A. Medical documentation of the requirements of paragraph 1 or 2:
1. Depressive disorder, characterized by five or more of the following:
a. Depressed mood;
b. Diminished interest in almost all activities;
c. Appetite disturbance with change in weight;
d. Sleep disturbance;
e. Observable psychomotor agitation or retardation;
f. Decreased energy;
g. Feelings of guilt or worthlessness;
h. Difficulty concentrating or thinking; or i. Thoughts of death or suicide.
2. Bipolar disorder, characterized by three or more of the following:
a. Pressured speech;
b. Flight of ideas;
c. Inflated self-esteem;
d. Decreased need for sleep;
e. Distractibility;
f. Involvement in activities that have a high probability of painful consequences that are not recognized; or
g. Increase in goal-directed activity or psychomotor agitation.
20 CFR Part 404, Subpart P, Appendix 1, Listing 12.04. Additionally, the claimant must demonstrate that they meet either the “paragraph B” or “paragraph C” criteria:
B. Extreme limitation of one, or marked limitation of two, of the following areas of mental functioning (see 12.00F):
1. Understand, remember, or apply information (see 12.00E1).
2. Interact with others (see 12.00E2).
3. Concentrate, persist, or maintain pace (see 12.00E3).
4. Adapt or manage oneself (see 12.00E4). OR
C. Your mental disorder in this listing category is “serious and persistent;” that is, you have a medically documented history of the existence of the disorder over a period of at least 2 years, and there is evidence of both:
1. Medical treatment, mental health therapy, psychosocial support(s), or a highly structured setting(s) that is ongoing and that diminishes the symptoms and signs of your mental disorder (see 12.00G2b); and
2. Marginal adjustment, that is, you have minimal capacity to adapt to changes in your environment or to demands that are not already part of your daily life (see 12.00G2c).
20 CFR Part 404, Subpart P, Appendix 1, Listing 12.04. The claimant must satisfy the requirements of both paragraphs A and B, or the requirements of both paragraphs A and C. See 20 CFR Part 404, Subpart P, Appendix 1, Listing 12.00A2; Listing 12.04.

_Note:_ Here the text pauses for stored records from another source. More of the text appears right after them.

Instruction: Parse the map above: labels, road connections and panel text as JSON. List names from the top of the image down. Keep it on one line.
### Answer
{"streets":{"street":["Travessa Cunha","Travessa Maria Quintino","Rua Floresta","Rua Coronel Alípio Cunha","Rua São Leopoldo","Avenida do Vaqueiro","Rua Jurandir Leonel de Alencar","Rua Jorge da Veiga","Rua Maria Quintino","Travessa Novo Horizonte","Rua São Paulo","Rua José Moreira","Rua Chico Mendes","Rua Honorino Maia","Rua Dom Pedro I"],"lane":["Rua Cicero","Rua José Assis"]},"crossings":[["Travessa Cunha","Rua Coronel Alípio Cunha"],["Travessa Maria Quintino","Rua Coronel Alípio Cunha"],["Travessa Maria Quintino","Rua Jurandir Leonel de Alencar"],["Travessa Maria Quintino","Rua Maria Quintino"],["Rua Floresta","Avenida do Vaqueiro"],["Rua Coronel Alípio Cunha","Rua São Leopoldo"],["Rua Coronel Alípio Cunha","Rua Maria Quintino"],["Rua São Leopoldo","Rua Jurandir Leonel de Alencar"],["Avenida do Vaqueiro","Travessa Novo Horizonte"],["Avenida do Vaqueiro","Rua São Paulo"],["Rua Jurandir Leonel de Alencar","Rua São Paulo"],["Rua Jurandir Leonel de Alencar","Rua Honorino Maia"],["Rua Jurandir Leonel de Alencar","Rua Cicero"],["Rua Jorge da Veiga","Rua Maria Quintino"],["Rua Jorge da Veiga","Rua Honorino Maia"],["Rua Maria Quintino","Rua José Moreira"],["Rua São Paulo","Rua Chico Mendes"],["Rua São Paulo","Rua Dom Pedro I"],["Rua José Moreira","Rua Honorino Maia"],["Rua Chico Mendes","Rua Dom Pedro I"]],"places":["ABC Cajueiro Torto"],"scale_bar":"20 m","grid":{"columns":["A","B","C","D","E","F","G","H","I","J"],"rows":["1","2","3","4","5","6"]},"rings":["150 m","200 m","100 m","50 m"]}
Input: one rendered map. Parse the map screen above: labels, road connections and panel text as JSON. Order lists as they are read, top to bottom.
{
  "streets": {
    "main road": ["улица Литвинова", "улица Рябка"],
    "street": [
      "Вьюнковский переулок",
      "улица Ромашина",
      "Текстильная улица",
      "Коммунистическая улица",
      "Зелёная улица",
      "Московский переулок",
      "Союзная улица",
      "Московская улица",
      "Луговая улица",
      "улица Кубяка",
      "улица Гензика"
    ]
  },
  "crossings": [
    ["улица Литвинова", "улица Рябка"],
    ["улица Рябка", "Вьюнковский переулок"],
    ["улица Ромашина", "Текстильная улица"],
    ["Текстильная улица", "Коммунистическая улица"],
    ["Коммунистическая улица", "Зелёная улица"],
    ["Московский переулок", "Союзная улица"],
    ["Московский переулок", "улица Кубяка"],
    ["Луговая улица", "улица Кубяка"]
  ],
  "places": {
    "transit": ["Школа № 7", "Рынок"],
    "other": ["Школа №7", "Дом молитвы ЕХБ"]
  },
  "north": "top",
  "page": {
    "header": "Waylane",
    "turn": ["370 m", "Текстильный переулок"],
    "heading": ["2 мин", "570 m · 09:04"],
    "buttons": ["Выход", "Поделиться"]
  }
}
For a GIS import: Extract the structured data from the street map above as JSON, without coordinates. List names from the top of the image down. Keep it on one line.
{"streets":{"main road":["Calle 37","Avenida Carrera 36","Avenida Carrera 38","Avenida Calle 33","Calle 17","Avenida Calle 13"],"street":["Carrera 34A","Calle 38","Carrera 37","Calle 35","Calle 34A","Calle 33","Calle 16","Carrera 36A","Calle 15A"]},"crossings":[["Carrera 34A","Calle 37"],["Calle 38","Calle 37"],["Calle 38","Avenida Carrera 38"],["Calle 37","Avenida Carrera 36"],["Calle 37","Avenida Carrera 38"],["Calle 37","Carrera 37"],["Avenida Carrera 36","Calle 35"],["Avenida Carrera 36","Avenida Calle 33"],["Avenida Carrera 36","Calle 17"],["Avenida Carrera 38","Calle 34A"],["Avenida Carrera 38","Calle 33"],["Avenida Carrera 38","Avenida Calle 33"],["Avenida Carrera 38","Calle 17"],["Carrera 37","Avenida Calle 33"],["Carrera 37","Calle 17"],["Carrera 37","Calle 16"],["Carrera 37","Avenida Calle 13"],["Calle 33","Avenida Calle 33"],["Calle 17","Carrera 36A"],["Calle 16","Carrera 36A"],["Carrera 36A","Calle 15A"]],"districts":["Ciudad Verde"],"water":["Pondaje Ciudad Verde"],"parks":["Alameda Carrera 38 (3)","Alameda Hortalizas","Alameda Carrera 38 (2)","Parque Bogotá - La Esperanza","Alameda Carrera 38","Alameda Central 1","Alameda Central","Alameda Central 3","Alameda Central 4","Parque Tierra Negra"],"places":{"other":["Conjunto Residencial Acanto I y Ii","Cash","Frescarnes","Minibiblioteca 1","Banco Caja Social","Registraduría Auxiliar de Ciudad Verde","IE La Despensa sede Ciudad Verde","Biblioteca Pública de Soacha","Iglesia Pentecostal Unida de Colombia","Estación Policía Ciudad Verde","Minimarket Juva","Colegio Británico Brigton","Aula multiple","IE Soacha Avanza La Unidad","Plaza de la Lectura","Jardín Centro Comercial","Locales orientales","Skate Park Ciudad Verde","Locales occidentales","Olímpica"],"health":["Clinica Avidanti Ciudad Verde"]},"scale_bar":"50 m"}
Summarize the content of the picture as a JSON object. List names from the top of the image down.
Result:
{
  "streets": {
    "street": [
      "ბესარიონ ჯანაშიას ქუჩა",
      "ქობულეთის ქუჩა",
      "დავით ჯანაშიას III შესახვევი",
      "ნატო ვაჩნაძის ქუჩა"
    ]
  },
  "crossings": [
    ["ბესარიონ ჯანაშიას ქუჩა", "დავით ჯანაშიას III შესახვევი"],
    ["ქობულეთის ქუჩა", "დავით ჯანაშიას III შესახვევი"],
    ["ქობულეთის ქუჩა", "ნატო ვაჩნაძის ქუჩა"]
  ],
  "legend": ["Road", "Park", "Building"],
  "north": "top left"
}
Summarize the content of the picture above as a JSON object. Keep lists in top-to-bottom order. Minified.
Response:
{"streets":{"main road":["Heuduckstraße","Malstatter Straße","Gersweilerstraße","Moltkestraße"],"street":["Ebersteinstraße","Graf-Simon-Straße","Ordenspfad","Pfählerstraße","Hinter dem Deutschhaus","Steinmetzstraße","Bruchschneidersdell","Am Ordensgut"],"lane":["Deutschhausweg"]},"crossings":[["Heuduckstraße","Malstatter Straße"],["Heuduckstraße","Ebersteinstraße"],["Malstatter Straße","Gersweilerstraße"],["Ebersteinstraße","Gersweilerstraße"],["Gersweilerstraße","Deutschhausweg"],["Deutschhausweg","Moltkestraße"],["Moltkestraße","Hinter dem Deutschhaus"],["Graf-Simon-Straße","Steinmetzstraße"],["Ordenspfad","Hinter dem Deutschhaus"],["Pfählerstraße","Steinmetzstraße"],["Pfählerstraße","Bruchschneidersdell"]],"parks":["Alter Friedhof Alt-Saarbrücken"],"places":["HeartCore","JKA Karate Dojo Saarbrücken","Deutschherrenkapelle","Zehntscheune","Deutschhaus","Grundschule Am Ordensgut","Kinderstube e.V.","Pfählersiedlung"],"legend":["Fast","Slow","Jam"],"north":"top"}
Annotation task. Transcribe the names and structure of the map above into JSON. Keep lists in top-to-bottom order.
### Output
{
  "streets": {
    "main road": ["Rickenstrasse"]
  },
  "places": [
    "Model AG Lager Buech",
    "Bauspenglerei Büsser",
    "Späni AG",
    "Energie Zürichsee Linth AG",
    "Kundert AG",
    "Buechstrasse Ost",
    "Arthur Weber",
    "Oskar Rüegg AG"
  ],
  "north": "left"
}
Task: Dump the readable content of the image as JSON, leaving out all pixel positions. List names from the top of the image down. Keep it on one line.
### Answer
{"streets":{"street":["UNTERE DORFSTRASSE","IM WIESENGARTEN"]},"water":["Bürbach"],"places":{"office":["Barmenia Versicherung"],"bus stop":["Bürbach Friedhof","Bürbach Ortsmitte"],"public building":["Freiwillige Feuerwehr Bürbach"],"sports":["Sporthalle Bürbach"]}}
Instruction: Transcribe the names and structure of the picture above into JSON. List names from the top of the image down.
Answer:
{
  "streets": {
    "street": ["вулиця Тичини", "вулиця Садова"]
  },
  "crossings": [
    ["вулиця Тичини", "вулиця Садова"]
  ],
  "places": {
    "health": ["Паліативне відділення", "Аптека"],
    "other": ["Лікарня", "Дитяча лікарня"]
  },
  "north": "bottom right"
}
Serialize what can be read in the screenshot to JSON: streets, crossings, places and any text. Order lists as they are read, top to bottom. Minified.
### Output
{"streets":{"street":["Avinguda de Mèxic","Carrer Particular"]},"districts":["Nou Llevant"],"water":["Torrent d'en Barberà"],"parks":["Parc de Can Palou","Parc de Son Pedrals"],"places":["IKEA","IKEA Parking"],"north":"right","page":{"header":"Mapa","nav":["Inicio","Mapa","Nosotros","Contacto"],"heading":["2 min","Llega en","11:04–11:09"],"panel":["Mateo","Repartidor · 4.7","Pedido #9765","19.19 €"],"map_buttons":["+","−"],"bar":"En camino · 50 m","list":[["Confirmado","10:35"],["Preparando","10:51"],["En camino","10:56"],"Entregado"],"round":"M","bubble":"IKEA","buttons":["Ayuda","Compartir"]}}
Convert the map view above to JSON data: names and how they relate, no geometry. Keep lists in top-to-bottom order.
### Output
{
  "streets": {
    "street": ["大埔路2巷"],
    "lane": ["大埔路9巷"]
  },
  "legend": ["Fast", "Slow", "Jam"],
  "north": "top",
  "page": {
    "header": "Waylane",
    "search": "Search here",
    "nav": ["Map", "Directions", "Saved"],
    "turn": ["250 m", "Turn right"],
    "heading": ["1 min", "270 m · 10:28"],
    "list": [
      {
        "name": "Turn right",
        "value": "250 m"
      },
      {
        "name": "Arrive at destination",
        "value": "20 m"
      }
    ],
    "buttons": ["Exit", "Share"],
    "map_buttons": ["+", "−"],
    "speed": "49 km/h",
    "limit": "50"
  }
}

A marked limitation means functioning in this area independently, appropriately, effectively, and on a sustained basis is seriously limited. An extreme limitation is the inability to function independently, appropriately or effectively, and on a sustained basis. See 20 C.F.R. § 404.1526a(e); 20 C.F.R. § 416.926a(e).

The ALJ found that Thornton was not disabled under Listing 12.04 because he did not demonstrate that his condition met either the “paragraph B” or “paragraph C” criteria. (ECF No. 10, PageID #: 77-78). The ALJ found that Thornton was only moderately limited in each of the four “paragraph B” areas of functioning. (ECF No. 10, PageID #: 77-78). The ALJ then found that Thornton did not meet the “paragraph C” criteria, either, stating that “[t]he record does not show minimal capacity to adapt to changes in his environment or to demands that are not already part of his daily life.” (ECF No. 10, PageID #: 78).

Thornton has not challenged the ALJ's analysis of Listing 12.04 in a material way, including her “paragraph B” or “paragraph C” findings. In any case, the ALJ also referenced the State Agency psychological consultants' opinions (to which she gave great weight) in her decision. (ECF No. 10, PageID #: 82)). The State Agency psychological consultants opined that Thornton either had no impairment or was moderately limited in his ability to understand, remember, and apply information and was moderately impaired in his ability to interact with others; concentrate, persist, or maintain pace; and adapt or manage himself. (ECF No. 10, PageID #: 158-59, 194). They also opined that Thornton did not meet the “paragraph C” criteria. (ECF No. 10, PageID #: 158-59, 194). Thus, the Court concludes that the ALJ's “paragraph B” and “paragraph C” findings are supported by substantial evidence.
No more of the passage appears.